Reproduce the listing exactly and skip over any pictures.

[DATA BLOCK — start]

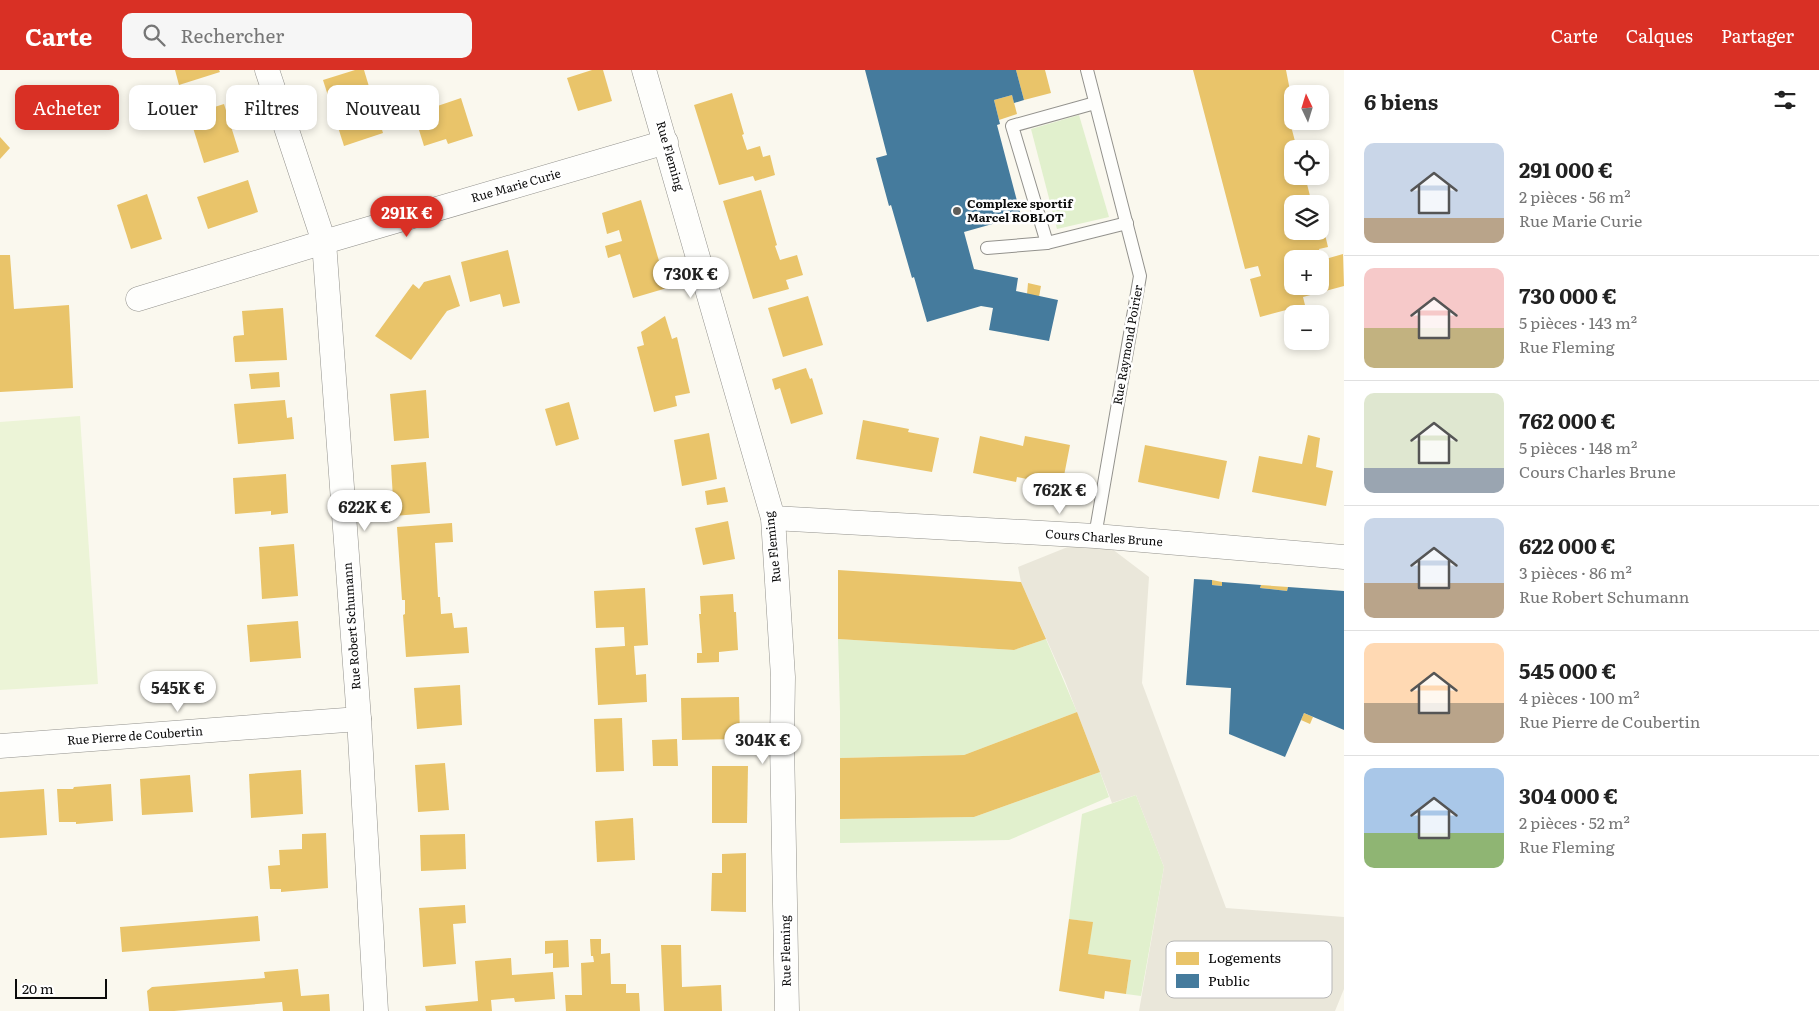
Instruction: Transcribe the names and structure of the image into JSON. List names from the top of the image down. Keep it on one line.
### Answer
{"streets":{"street":["Rue Fleming","Rue Marie Curie","Cours Charles Brune","Rue Robert Schumann","Rue Pierre de Coubertin"],"lane":["Rue Raymond Poirier"]},"crossings":[["Rue Fleming","Rue Marie Curie"],["Rue Fleming","Cours Charles Brune"],["Rue Marie Curie","Rue Robert Schumann"],["Rue Raymond Poirier","Cours Charles Brune"],["Rue Robert Schumann","Rue Pierre de Coubertin"]],"places":["Complexe sportif Marcel ROBLOT"],"legend":["Logements","Public"],"scale_bar":"20 m","north":"top","page":{"header":"Carte","search":"Rechercher","nav":["Carte","Calques","Partager"],"heading":"6 biens","map_buttons":["+","−"],"chip":["Acheter","Louer","Filtres","Nouveau"],"list":[{"name":"291 000 €","note":"2 pièces · 56 m² · Rue Marie Curie"},{"name":"730 000 €","note":"5 pièces · 143 m² · Rue Fleming"},{"name":"762 000 €","note":"5 pièces · 148 m² · Cours Charles Brune"},{"name":"622 000 €","note":"3 pièces · 86 m² · Rue Robert Schumann"},{"name":"545 000 €","note":"4 pièces · 100 m² · Rue Pierre de Coubertin"},{"name":"304 000 €","note":"2 pièces · 52 m² · Rue Fleming"}],"price":["291K €","730K €","762K €","622K €","545K €","304K €"],"scale":"20 m"}}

[DATA BLOCK — finish]

> [RESPONSE]:
Instruction: Transcribe the names and structure of the image into JSON. List names from the top of the image down. Keep it on one line.
### Answer
{"streets":{"street":["Rue Fleming","Rue Marie Curie","Cours Charles Brune","Rue Robert Schumann","Rue Pierre de Coubertin"],"lane":["Rue Raymond Poirier"]},"crossings":[["Rue Fleming","Rue Marie Curie"],["Rue Fleming","Cours Charles Brune"],["Rue Marie Curie","Rue Robert Schumann"],["Rue Raymond Poirier","Cours Charles Brune"],["Rue Robert Schumann","Rue Pierre de Coubertin"]],"places":["Complexe sportif Marcel ROBLOT"],"legend":["Logements","Public"],"scale_bar":"20 m","north":"top","page":{"header":"Carte","search":"Rechercher","nav":["Carte","Calques","Partager"],"heading":"6 biens","map_buttons":["+","−"],"chip":["Acheter","Louer","Filtres","Nouveau"],"list":[{"name":"291 000 €","note":"2 pièces · 56 m² · Rue Marie Curie"},{"name":"730 000 €","note":"5 pièces · 143 m² · Rue Fleming"},{"name":"762 000 €","note":"5 pièces · 148 m² · Cours Charles Brune"},{"name":"622 000 €","note":"3 pièces · 86 m² · Rue Robert Schumann"},{"name":"545 000 €","note":"4 pièces · 100 m² · Rue Pierre de Coubertin"},{"name":"304 000 €","note":"2 pièces · 52 m² · Rue Fleming"}],"price":["291K €","730K €","762K €","622K €","545K €","304K €"],"scale":"20 m"}}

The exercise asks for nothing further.